%%
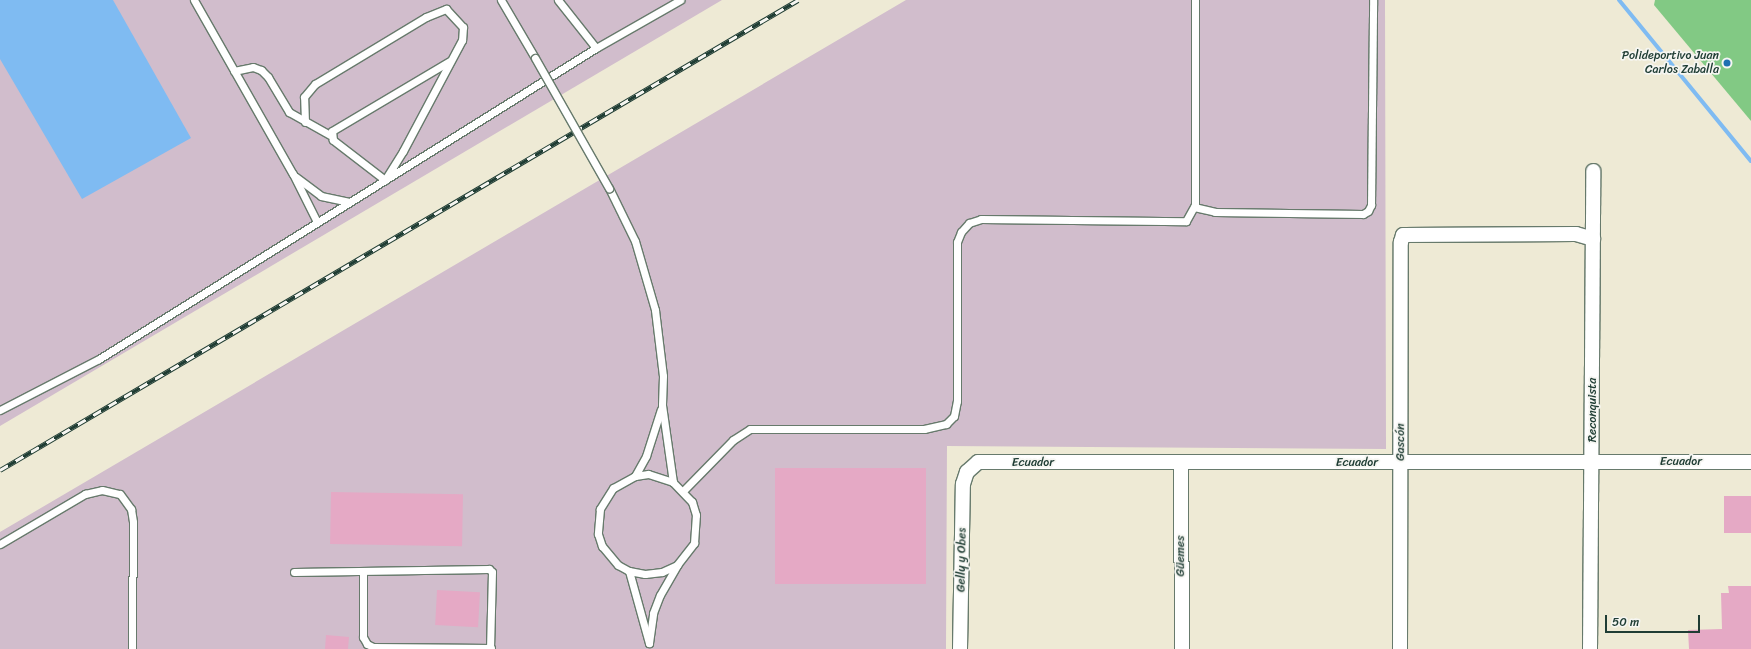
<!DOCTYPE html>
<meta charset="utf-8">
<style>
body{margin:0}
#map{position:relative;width:1751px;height:649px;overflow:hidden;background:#eeead5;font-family:Sriracha,sans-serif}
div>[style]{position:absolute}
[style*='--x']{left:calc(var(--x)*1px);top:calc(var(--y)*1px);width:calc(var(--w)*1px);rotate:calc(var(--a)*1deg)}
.industrial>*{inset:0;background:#d1bdcc}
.green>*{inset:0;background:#82c984}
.water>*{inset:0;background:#7fbbf2}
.stream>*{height:4px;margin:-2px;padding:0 2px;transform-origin:2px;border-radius:2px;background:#7fbbf2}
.building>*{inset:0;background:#e5a9c5;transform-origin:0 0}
.roads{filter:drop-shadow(1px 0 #677a6c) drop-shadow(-1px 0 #677a6c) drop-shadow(0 1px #677a6c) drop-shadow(0 -1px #677a6c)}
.lane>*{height:7px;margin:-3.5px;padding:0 3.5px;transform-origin:3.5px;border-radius:3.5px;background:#fff}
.street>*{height:14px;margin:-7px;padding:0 7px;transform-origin:7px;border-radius:7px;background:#fff}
.rail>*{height:4.5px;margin-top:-2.25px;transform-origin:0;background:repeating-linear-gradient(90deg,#f6f6f2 0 9px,#1f3d34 0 18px);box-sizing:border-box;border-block:1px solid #1f3d34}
.bridges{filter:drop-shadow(1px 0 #677a6c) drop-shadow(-1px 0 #677a6c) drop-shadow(0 1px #677a6c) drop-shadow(0 -1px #677a6c)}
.lane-bridge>*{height:7px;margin:-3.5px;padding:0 3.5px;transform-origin:3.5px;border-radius:3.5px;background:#fff}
.dots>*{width:11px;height:11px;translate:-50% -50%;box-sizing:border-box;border:2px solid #f6f6f2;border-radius:50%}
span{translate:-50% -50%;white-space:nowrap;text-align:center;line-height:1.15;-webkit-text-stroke:3.5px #f6f6f2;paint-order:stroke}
.poi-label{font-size:12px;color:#1f3d34}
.right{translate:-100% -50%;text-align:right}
.street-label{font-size:12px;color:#1f3d34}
.scale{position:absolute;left:1605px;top:615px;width:95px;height:18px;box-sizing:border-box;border:2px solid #1f3d34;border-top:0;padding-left:5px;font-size:12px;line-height:14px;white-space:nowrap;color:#1f3d34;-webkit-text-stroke:3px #f6f6f2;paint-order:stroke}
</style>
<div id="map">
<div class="industrial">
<i style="clip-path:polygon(0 0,722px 0,0 426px)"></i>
<i style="clip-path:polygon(906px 0,1385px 0,1386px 449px,947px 446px,946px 649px,0 649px,0 532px)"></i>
</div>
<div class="green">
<i style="clip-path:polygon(1655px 0,1751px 0,1751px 121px,1654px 5px)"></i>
</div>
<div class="water">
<i style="clip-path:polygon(0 0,113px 0,191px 138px,82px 199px,0 59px)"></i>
</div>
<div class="stream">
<i style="--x:1619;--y:0;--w:208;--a:50.7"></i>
</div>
<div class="building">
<i style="left:775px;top:468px;width:151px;height:116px"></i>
<i style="left:331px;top:492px;width:132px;height:52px;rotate:1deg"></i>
<i style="left:1751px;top:496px;width:37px;height:27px;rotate:90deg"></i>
<i style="clip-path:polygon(1728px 586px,1751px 586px,1751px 649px,1689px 649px,1688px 630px,1722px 629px,1721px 593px,1729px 593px)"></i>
<i style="left:437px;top:590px;width:43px;height:35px;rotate:3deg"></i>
<i style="clip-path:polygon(326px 635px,349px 637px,348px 649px,325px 649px)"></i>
</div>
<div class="roads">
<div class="lane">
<i style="--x:194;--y:0;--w:200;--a:60.4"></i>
<i style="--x:293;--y:174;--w:54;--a:63.4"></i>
<i style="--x:501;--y:0;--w:67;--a:59.6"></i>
<i style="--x:558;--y:0;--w:61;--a:51.6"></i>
<i style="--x:234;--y:71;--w:19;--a:-12"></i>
<i style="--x:253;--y:67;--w:9;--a:21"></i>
<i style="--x:261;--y:70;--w:10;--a:45"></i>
<i style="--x:268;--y:77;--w:41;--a:59"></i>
<i style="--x:289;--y:112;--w:47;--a:29.3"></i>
<i style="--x:305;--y:122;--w:25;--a:-92"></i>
<i style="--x:304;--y:97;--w:17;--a:-50"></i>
<i style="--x:315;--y:84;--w:130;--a:-31.1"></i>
<i style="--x:426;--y:17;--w:22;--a:-22"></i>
<i style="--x:446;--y:9;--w:25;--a:47"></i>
<i style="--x:463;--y:27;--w:13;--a:94"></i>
<i style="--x:462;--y:40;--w:126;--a:118"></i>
<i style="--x:403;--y:151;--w:34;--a:122"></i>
<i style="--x:385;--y:180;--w:66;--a:-142.4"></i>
<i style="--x:333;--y:140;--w:9;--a:-96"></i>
<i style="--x:332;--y:131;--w:137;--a:-30.7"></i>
<i style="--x:296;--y:177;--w:31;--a:37"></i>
<i style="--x:321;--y:196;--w:29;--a:12"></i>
<i style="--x:609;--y:188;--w:59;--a:63.9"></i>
<i style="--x:635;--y:241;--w:72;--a:73.8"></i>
<i style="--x:655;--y:310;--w:66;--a:83.1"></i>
<i style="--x:663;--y:376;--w:29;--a:92"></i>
<i style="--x:662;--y:405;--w:78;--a:81.9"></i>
<i style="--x:1194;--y:207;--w:22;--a:13"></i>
<i style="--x:1215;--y:212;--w:148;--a:0.8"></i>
<i style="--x:1363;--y:214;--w:6;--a:-31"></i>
<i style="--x:1368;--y:211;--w:7;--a:-63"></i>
<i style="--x:1371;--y:205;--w:205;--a:-89.4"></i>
<i style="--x:0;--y:410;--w:111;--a:-27.3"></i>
<i style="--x:99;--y:359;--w:586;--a:-32.04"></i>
<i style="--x:596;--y:48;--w:97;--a:-29.7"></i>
<i style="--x:635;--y:476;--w:23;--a:-61"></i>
<i style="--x:646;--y:456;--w:49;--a:-72.3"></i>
<i style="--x:684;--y:490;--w:70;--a:-45.6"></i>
<i style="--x:733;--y:440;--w:20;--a:-33"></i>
<i style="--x:750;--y:429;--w:174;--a:0"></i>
<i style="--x:924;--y:429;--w:23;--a:-13"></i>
<i style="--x:946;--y:424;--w:11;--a:-45"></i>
<i style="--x:954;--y:416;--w:15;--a:-79"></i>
<i style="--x:957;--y:401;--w:159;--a:-90"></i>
<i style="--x:957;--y:242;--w:11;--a:-68"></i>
<i style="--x:961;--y:232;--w:12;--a:-48"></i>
<i style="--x:969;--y:223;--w:13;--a:-18"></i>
<i style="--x:981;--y:219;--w:205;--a:0.6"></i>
<i style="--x:1186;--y:221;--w:18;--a:-61"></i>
<i style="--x:1195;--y:205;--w:205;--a:-90"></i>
<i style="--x:0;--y:544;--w:99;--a:-30.5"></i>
<i style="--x:85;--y:494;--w:17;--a:-13"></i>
<i style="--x:102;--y:490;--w:18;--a:13"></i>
<i style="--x:120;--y:494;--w:19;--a:54"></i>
<i style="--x:131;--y:509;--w:13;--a:81"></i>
<i style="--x:133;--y:522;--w:127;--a:90.5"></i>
<i style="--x:363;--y:571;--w:66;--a:90"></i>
<i style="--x:363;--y:637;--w:8;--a:60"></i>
<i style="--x:367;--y:644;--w:7;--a:27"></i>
<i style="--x:373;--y:647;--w:118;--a:0.5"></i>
<i style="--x:629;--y:571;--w:75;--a:74.5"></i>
<i style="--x:649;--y:643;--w:30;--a:-82"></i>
<i style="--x:653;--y:613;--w:19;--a:-69"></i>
<i style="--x:660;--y:595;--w:34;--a:-60"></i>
<i style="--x:677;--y:565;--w:28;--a:-52"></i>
<i style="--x:694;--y:543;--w:28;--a:-86"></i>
<i style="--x:696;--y:515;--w:14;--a:-107"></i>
<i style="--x:692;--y:502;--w:28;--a:-134"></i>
<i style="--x:673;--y:482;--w:26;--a:-162"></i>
<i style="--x:648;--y:474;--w:13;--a:171"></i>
<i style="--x:635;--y:476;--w:25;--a:151"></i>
<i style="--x:613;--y:488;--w:25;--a:122"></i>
<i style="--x:600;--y:509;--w:25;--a:95"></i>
<i style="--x:598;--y:534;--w:13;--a:72"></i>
<i style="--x:602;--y:546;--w:25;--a:50"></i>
<i style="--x:618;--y:565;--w:13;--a:29"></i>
<i style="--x:629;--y:571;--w:16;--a:11"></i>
<i style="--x:645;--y:574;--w:17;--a:-7"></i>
<i style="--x:662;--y:572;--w:17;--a:-25"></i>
<i style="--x:294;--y:572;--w:195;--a:-0.9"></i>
<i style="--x:489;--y:569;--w:4;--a:45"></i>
<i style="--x:492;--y:572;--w:77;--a:91.5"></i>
</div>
<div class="street">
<i style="--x:1181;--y:464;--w:185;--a:89.7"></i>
<i style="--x:960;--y:649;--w:165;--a:-89"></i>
<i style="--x:963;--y:484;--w:13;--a:-72"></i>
<i style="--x:967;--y:472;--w:15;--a:-42"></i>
<i style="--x:978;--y:462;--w:773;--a:0"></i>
<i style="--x:1400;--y:649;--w:407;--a:-89.9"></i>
<i style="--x:1401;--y:242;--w:7;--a:-74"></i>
<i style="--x:1403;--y:235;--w:173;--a:-0.3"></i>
<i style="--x:1576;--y:234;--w:18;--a:16"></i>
<i style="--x:1590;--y:649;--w:478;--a:-89.6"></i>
</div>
</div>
<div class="rail">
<i style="--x:0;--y:470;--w:926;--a:-30.5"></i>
</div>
<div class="bridges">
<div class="lane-bridge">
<i style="--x:535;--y:58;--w:150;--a:60.4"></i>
</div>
</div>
<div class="dots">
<i style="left:1727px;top:63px;background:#1f6fb2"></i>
</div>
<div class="poi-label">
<span class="right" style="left:1719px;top:63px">Polideportivo Juan<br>Carlos Zaballa</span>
</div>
<div class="street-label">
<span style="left:1593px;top:410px;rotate:-90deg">Reconquista</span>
<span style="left:1401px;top:442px;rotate:-90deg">Gascón</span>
<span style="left:1681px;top:462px">Ecuador</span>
<span style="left:1033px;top:463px">Ecuador</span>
<span style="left:1357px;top:463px">Ecuador</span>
<span style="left:1181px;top:556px;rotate:-90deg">Güemes</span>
<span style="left:962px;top:560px;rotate:-89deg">Gelly y Obes</span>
</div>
<div class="scale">50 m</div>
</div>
%%
_What is expected_
Report every line containing the string "stream" in the material.

_Expected answer_
.stream>*{height:4px;margin:-2px;padding:0 2px;transform-origin:2px;border-radius:2px;background:#7fbbf2}
<div class="stream">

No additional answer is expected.